The Intergovernmental Science Policy Platform on Biodiversity and Ecosystem Services (IPBES) was also established under the UN, in 2012. Formed in response to humanity’s failure to halt or even slow down the loss of biodiversity globally, its role is to inform and underpin the conservation and sustainable use of biodiversity. Like the IPCC, the deliberations of IPBES have had tumultuous moments and there will be more to come.
These are not simple challenges. However, with this year’s publication of the first IPBES Global Assessment, we now have our most accurate and authoritative calculation of where humanity stands in relation to nature. It concludes that we can halt and reverse the declines in biodiversity, and we can utilise nature sustainably.
Transformative change is an absolute prerequisite for success, but that change is deliverable within broad current socioeconomic realities if we enact a step-change in how diligently and intelligently we progress.
This means first accepting, as Scotland’s First Minister has said, that the challenges facing biodiversity are as important as the challenge of climate change. It means addressing both as deeply interconnected problems. The habitats of Scotland – peatlands, uplands, native woodlands – are high value carbon and biodiversity assets of global significance. Transformative change means enacting policies that enhance both.

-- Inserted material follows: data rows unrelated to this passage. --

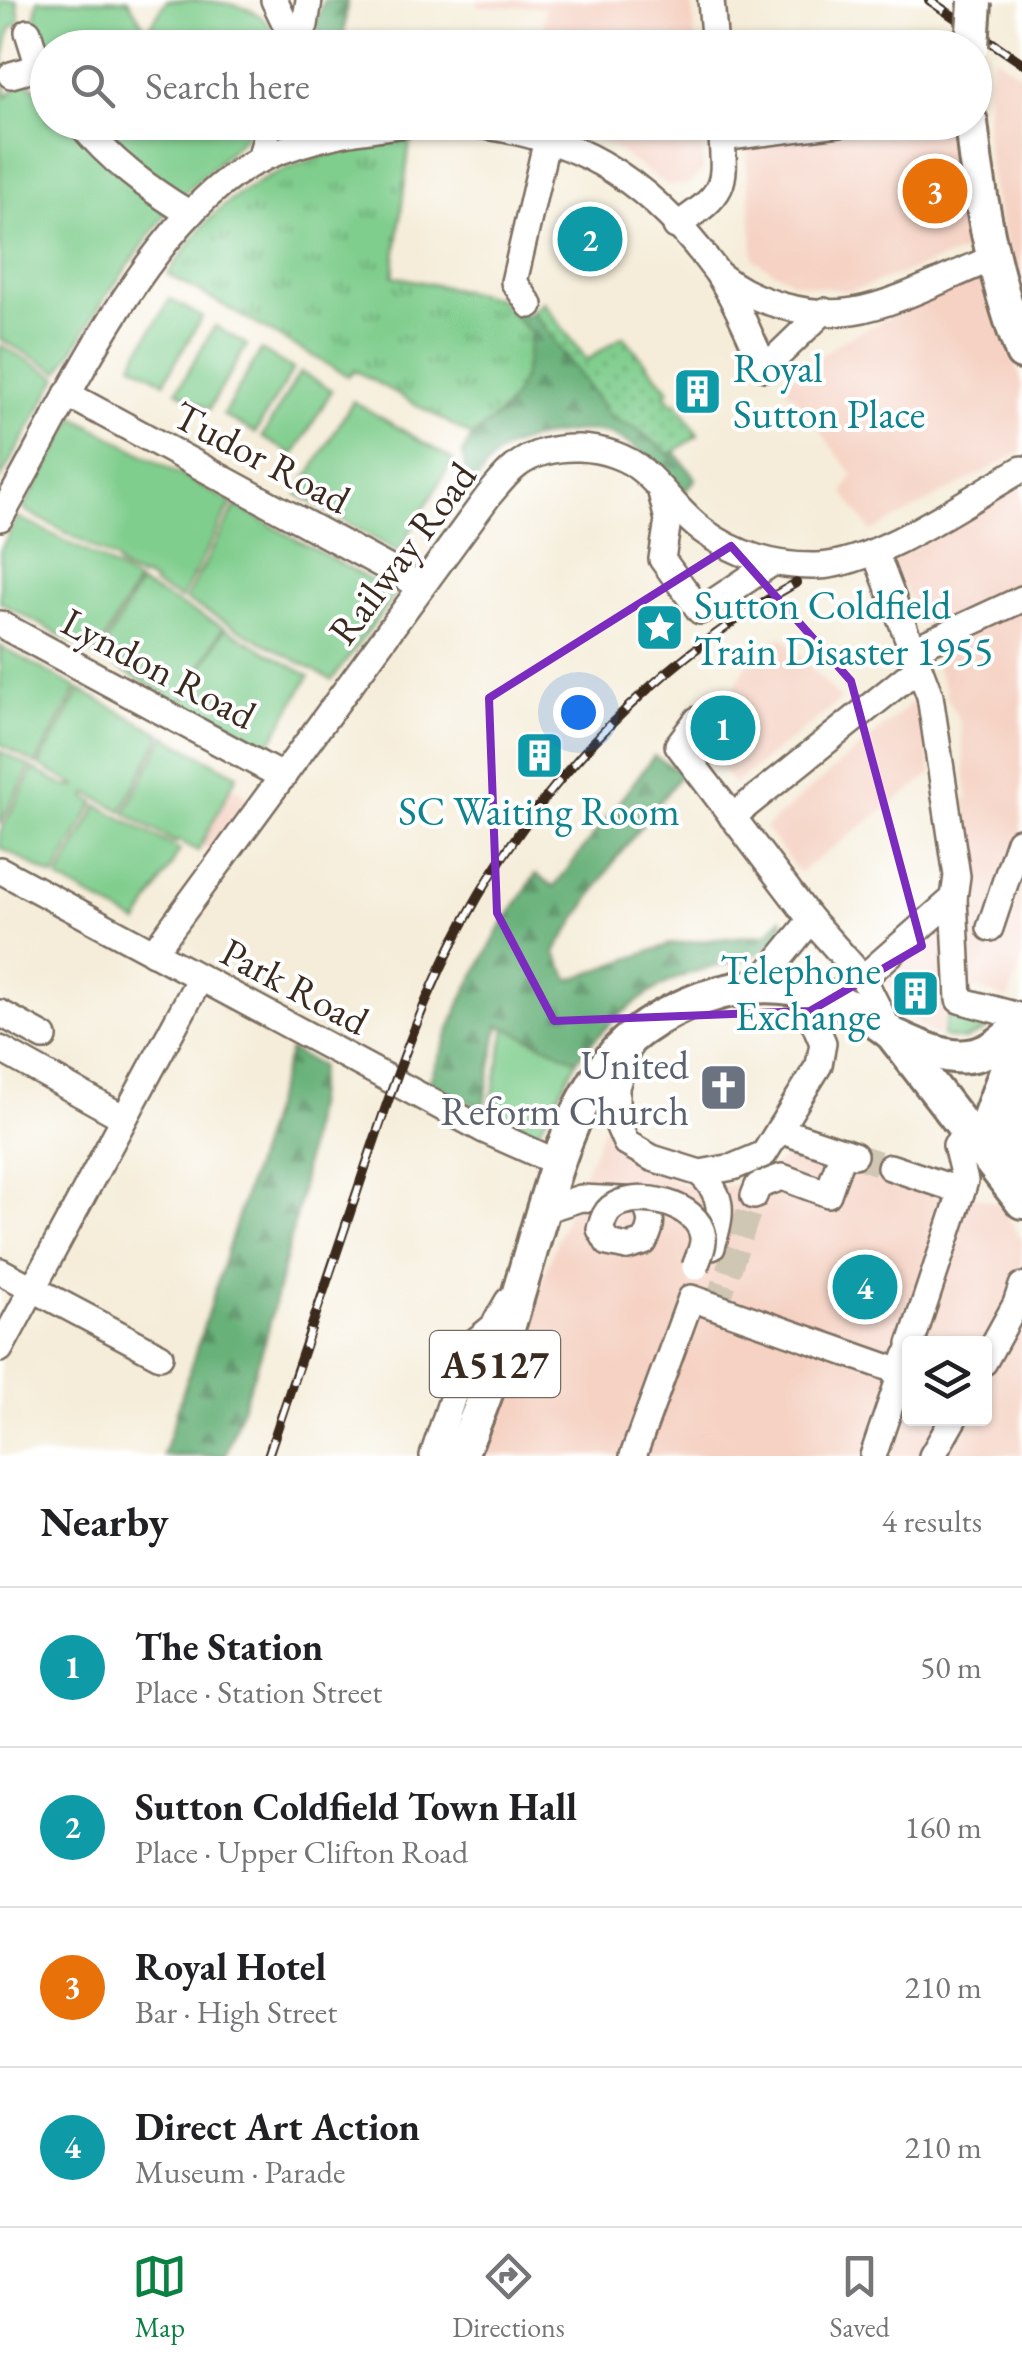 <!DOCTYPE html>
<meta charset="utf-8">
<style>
body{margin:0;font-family:"EB Garamond",serif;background:#f2f2f2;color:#202124}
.controls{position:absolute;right:30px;bottom:30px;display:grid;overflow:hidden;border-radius:10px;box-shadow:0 2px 8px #0004}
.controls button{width:90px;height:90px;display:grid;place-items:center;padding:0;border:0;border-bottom:2px solid #e0e0e0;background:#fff;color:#202124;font:50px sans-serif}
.you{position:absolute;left:578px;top:712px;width:35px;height:35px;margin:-25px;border:8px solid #fff;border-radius:50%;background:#1a73e8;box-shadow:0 0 0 15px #1a73e833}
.badge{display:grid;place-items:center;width:65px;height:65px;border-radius:50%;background:#0b8043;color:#fff;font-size:32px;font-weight:700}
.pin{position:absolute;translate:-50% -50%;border:5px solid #fff;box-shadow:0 2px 10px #0006}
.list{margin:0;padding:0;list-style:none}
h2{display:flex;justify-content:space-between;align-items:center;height:130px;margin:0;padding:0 40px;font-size:42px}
h2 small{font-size:32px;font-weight:400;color:#757577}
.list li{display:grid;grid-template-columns:65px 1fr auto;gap:30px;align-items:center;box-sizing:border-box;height:160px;padding:0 40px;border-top:2px solid #e0e0e0}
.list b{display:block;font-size:38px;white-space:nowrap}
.list p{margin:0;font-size:32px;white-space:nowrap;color:#757577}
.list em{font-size:32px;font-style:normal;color:#757577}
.icon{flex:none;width:55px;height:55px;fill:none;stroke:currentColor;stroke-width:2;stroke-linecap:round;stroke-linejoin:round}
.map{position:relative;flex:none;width:1022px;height:1456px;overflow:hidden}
.search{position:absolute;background:#fff;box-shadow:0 2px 8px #0004;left:30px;right:30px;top:30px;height:110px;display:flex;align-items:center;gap:25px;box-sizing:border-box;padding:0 35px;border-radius:55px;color:#757577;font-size:38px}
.sheet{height:770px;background:#fff}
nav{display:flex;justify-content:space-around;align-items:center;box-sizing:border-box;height:140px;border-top:2px solid #e0e0e0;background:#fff;font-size:28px;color:#757577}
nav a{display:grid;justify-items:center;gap:5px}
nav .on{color:#0b8043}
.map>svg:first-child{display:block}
.built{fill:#f5d2c3;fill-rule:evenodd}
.grass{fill:url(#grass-dots);stroke:#5e7c56;stroke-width:2.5}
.forest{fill:url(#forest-firs);stroke:#526e4c;stroke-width:2.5}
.park{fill:url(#park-tufts);stroke:#5e7c56;stroke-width:2.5}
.garden{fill:#80ce8e;stroke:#5e7c56;stroke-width:2.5}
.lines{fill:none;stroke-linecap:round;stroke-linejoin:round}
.minor-tunnel{stroke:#d0c6b4;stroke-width:25;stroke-dasharray:25 12;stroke-linecap:butt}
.minor-casing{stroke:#7c6e5f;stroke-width:30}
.major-casing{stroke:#7c6e5f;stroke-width:38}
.minor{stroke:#fff;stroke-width:25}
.major{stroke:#fff;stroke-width:32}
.rail-casing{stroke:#3b2a1e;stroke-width:10}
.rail{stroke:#fff;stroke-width:6;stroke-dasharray:19;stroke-linecap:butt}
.minor-bridge-casing{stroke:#7c6e5f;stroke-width:30;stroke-linecap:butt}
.major-bridge-casing{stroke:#7c6e5f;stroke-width:38;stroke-linecap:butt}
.minor-bridge{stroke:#fff;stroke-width:25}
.major-bridge{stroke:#fff;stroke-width:32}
.marked{fill:none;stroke:#7b2cbf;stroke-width:8;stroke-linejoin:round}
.labels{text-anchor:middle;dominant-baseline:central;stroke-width:8;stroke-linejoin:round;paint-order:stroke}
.shield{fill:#fff;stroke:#766a62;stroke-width:2.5}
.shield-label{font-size:38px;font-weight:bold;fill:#3b2a1e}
.culture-label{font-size:40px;fill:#0d838f;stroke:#fff;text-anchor:start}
.street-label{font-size:40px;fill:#3b2a1e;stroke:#fff}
.worship-label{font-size:40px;fill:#5b616d;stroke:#fff;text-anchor:end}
</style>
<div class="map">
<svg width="1022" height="1456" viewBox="0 0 1022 1456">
<defs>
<pattern id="grass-dots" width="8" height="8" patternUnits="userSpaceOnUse" patternTransform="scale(2.5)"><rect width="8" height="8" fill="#80ce8e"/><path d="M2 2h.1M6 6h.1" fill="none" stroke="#6aa773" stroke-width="1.8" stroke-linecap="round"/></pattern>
<pattern id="forest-firs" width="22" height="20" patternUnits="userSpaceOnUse" patternTransform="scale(2.5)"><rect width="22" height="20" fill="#68b179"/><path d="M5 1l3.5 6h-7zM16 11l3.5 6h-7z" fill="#579063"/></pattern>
<pattern id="park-tufts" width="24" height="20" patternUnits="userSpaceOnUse" patternTransform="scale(2.5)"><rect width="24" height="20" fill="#80ce8e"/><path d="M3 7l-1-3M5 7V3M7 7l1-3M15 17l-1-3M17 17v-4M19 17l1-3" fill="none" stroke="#6aa773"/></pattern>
</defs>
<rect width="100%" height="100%" fill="#fff"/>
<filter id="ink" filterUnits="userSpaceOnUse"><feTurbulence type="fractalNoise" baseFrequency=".01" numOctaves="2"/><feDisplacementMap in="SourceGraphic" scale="20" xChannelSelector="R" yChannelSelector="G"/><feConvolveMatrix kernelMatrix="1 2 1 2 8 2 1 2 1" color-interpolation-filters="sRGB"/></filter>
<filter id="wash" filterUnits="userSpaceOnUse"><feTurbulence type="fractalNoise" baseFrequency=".0048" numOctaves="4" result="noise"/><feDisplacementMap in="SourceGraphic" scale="40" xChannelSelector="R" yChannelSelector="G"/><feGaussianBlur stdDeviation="2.25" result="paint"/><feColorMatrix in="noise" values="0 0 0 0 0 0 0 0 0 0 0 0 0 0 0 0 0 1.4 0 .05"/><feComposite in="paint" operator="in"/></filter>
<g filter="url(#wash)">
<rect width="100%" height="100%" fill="#f5edd9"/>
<g class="built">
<path d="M478 0H692L696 47H541L545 7 477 6Z"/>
<path d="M994 55 1022 75V309L994 196 986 144 987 91Z"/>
<path d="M556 123H701L703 170 689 184 668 186 599 138Z"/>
<path d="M744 123H960L975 243 969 250 849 292 793 282 754 260Z"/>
<path d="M983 282 1022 381V452L871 532 844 492 853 475 792 393 786 390 787 379 843 340 922 301 968 283Z"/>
<path d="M1022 486V960L1008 1000 971 987V917L977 909 978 885 967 832 970 831 964 800 968 799 960 722 945 694 947 692 933 660 924 624 889 562Z"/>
<path d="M782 636 841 700 734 784 705 745V740L754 652Z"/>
<path d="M917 698 932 774 799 873 765 828Z"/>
<path d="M232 786 243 792 246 800 207 850 200 845Z"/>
<path d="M943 926H951L956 1013 946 1014 937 1037 920 1026 885 979V972Z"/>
<path d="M605 1124 607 1134 617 1147 683 1184 723 1187 743 1183 784 1160 792 1137 1000 1204 1022 1241V1456H479L564 1221ZM910 1344H984V1418H910Z"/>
</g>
<path class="grass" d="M543 302 587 360 623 336 669 390 665 394 674 404 677 402 698 435 670 455 636 428 611 419 532 311Z"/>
<g class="forest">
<path d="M324 0H347L343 47 307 48Z"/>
<path d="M515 305 525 316 532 311 611 418 636 428 670 455 675 452 696 479 685 491C663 470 641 447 612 435 587 425 514 437 495 457 484 467 476 483 468 495L463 453 472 436 502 414 530 333 509 311Z"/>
<path d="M654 756 682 773 615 860 555 952 570 980 671 944 767 934 782 918 784 930C750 972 724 958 680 977 638 995 605 1025 577 1060L499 1025 483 1109 428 1084 464 995 500 929 536 874 554 887Z"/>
<path d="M290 1050 320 1066 299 1203 265 1342 225 1456H163Z"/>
</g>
<g class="park">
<path d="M410 141 393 276 497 298 530 333C527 384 515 407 472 436L354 370 348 376 168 274C180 258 191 240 205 224 254 170 340 145 410 141Z"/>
<path d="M965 1008 971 1017 992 1014 986 1030 964 1040 942 1037 947 1018Z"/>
</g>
<g class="garden">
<path d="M0 0H17L20 21 10 29 4 58 6 97 25 80 47 98 48 122 70 123 169 209 105 298 60 372 0 339Z"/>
<path d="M38 0H128L147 31 167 0C211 0 276 0 275 47L48 48 47 62 35 15Z"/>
<path d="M89 123H252L243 139 180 197Z"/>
<path d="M170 299 202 317 164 382 132 363Z"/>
<path d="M215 326 247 345 209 409 177 391Z"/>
<path d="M0 345 58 377 0 480Z"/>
<path d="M261 350 293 369 255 433 223 415Z"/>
<path d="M300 372 332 390 294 455 262 437Z"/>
<path d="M353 401 453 460 398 552 298 494Z"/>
<path d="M75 417 232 503 181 599 153 585 154 582 142 576 140 578C130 573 120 571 116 560L23 509Z"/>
<path d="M236 506 392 592 394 596 332 680 185 600Z"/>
<path d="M18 517 97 557 137 582 96 655 0 602V551Z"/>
<path d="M139 584 223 627 181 703 99 657Z"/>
<path d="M225 628 309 676 266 751 182 704Z"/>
<path d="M0 646 77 688 36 764 0 744Z"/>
<path d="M80 690 162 734 122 811 88 793 86 797 95 802 54 877 0 847V832L34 769 65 786 78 787 39 765Z"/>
<path d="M165 736 237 775 198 851 178 840 176 843 125 813Z"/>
<path d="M0 751 31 767 0 824Z"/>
<path d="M98 805 180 850 138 923 58 879Z"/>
<path d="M506 1028 577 1060 539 1130C523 1132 504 1119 489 1112Z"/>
</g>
</g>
<g filter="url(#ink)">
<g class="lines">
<g class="minor-tunnel">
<path d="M854 1155 890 1167"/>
<path d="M716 1307 754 1196"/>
</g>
<defs>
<g id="minor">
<path d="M274 0 297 48"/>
<path d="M711 0 715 48"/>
<path d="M28 32 39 67 48 81"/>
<path d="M292 48 305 25 309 0"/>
<path d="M11 75 39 67"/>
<path d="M79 122C111 161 147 188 190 214"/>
<path d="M448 122C569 130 645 174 716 271 736 300 750 337 765 368L824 311"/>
<path d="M722 138 847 122"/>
<path d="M260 160 270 122"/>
<path d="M676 226C730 190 725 186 721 123"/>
<path d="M721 276C753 303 812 318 853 311 894 305 951 275 991 259"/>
<path d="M530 305 514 282 547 139"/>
<path d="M67 394 421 586"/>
<path d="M661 492 668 520 662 559 700 611 772 563"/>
<path d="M0 518C60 415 151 210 261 159 313 135 368 128 424 122"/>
<path d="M875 552 930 696 957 876 954 898 959 1000 1022 1017"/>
<path d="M0 624 283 777"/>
<path d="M912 650 1022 599"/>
<path d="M697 720 678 745 811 920 863 978 889 1030"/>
<path d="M732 817 919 667"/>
<path d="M0 870 484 1130 558 1163"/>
<path d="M990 928 1019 841"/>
<path d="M153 953 489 495C497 486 505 475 515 467 548 439 611 443 643 471 665 490 679 513 702 530 735 555 776 567 817 566 878 564 967 500 1022 469"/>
<path d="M863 978 954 898"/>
<path d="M757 986 811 920"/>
<path d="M0 1013 44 1037"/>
<path d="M631 1040 616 1087V1120L626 1143 652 1158 700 1173 733 1167 764 1154 819 1065 823 1043 800 989"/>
<path d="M0 1049 124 1118"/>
<path d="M779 1130 854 1155"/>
<path d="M890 1167 962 1191"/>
<path d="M700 1173C726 1198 721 1214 712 1247"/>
<path d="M754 1196 758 1186 782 1177 828 1194 843 1151"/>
<path d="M543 1210 581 1198 643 1201C653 1218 653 1225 644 1242L627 1247"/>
<path d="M0 1271 160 1356"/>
<path d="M911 1344 965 1181 956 1145"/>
<path d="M0 1349 200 978"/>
<path d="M984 1362 1016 1304 1022 1286"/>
<path d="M433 1456 464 1363 477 1340 493 1327 508 1301"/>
<path d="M633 1456 691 1298 901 1372"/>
<path d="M873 1456 907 1356"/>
<path d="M932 1456 954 1418"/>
</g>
<g id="major">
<path d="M971 122C979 203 994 277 1022 353"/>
<path d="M896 1036C950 1061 978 1070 1022 1023"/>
<path d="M988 1155 990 1114 1021 1030"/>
<path d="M1021 1199 1019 1129 1022 1076"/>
<path d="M460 1456C491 1390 512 1317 532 1247 551 1182 571 1105 616 1052 645 1020 695 997 736 989 793 979 848 998 892 1034L1022 1202"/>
</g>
</defs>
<use href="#minor" class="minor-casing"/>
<use href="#major" class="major-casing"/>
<use href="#minor" class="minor"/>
<use href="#major" class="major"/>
<defs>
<g id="rail">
<path d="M929 0 1022 63"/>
<path d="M268 1456C300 1363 331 1270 362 1177 392 1088 421 1000 466 918 541 780 659 659 796 583"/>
</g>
</defs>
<use href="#rail" class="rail-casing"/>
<use href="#rail" class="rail"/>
<defs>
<path id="minor-bridge" d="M627 1247 608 1243 600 1229C603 1221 604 1214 611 1208 634 1189 699 1202 703 1237 704 1246 698 1258 695 1267"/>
<path id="major-bridge" d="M972 46 975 2"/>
</defs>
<use href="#minor-bridge" class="minor-bridge-casing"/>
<use href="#major-bridge" class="major-bridge-casing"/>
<use href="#minor-bridge" class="minor-bridge"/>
<use href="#major-bridge" class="major-bridge"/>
</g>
</g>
<path class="marked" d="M731 546 851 681 922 946 810 1011 554 1021 497 913 489 698Z"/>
<defs>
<symbol id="building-square" viewBox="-11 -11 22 22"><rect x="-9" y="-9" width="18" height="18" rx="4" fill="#0f9aa8" stroke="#fff"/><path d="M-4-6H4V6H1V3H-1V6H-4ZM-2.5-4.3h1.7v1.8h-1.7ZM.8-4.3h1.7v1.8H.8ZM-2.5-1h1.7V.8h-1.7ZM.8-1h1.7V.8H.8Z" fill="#fff"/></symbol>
<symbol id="sight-square" viewBox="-11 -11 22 22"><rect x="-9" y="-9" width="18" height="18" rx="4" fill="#0f9aa8" stroke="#fff"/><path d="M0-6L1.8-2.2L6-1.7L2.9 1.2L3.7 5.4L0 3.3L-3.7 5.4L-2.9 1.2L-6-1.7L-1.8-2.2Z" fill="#fff"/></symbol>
<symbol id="church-square" viewBox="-11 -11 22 22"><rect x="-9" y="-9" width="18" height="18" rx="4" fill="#6b7280" stroke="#fff"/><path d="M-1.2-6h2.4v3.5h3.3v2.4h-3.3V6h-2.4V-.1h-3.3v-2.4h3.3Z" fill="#fff"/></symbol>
</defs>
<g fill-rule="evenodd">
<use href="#building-square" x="670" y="364" width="55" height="55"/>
<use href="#sight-square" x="632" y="600" width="55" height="55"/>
<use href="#building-square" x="512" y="728" width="55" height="55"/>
<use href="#building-square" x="888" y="966" width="55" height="55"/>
<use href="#church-square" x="696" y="1060" width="55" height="55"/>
</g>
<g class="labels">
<rect class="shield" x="430" y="1331" width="130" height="66" rx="8"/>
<g class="shield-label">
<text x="495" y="1364">A5127</text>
</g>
<g class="culture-label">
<text x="733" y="368">Royal<tspan x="733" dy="46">Sutton Place</tspan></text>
<text x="694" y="605">Sutton Coldfield<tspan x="694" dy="46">Train Disaster 1955</tspan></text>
<text x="539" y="811" text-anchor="middle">SC Waiting Room</text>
<text x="881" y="970" text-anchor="end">Telephone<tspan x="881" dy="46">Exchange</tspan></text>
</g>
<g class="street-label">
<text transform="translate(262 457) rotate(28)">Tudor Road</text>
<text transform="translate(402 553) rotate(-53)">Railway Road</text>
<text transform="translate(159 668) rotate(28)">Lyndon Road</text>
<text transform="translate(295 986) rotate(28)">Park Road</text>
</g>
<g class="worship-label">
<text x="689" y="1065">United<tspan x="689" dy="46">Reform Church</tspan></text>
</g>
</g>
</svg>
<div class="controls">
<button><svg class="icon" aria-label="layers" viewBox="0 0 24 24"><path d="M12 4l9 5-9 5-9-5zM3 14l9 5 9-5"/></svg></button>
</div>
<div class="you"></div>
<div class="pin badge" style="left:723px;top:728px;background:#0f9aa8">1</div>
<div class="pin badge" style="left:590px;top:239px;background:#0f9aa8">2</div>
<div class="pin badge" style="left:935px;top:191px;background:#e8710a">3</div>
<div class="pin badge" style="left:865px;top:1287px;background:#0f9aa8">4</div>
<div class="search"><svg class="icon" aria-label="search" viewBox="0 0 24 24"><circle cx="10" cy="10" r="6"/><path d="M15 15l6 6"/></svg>Search here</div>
</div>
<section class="sheet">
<h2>Nearby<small>4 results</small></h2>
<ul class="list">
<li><span class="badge" style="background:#0f9aa8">1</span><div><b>The Station</b><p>Place · Station Street</p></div><em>50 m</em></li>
<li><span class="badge" style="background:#0f9aa8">2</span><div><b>Sutton Coldfield Town Hall</b><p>Place · Upper Clifton Road</p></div><em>160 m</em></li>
<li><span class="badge" style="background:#e8710a">3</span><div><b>Royal Hotel</b><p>Bar · High Street</p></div><em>210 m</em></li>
<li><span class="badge" style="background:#0f9aa8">4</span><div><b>Direct Art Action</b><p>Museum · Parade</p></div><em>210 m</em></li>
</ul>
</section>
<nav>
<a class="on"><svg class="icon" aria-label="map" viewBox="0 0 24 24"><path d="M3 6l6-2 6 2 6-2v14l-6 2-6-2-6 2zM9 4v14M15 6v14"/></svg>Map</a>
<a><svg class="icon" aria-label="directions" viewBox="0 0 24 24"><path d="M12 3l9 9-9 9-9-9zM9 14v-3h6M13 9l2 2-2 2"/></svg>Directions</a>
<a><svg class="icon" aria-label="saved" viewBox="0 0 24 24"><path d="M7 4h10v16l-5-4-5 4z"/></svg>Saved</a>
</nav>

For example, Scotland’s new forestry planting target of 15,000 hectares each year must deliver both carbon storage and biodiversity. If most planting is the familiar regimented stands dominated by non-native conifers, this target will never deliver for nature. We need the right trees in the right places, designed with nature as much in mind as carbon or profit.
If we invest our ingenuity to integrate policies, devise complementary solutions and tackle these twin global crises simultaneously, Scotland can again innovate and lead the way towards transformative change and a better world.
Paul Walton, head of habitats and species, RSPB Scotland.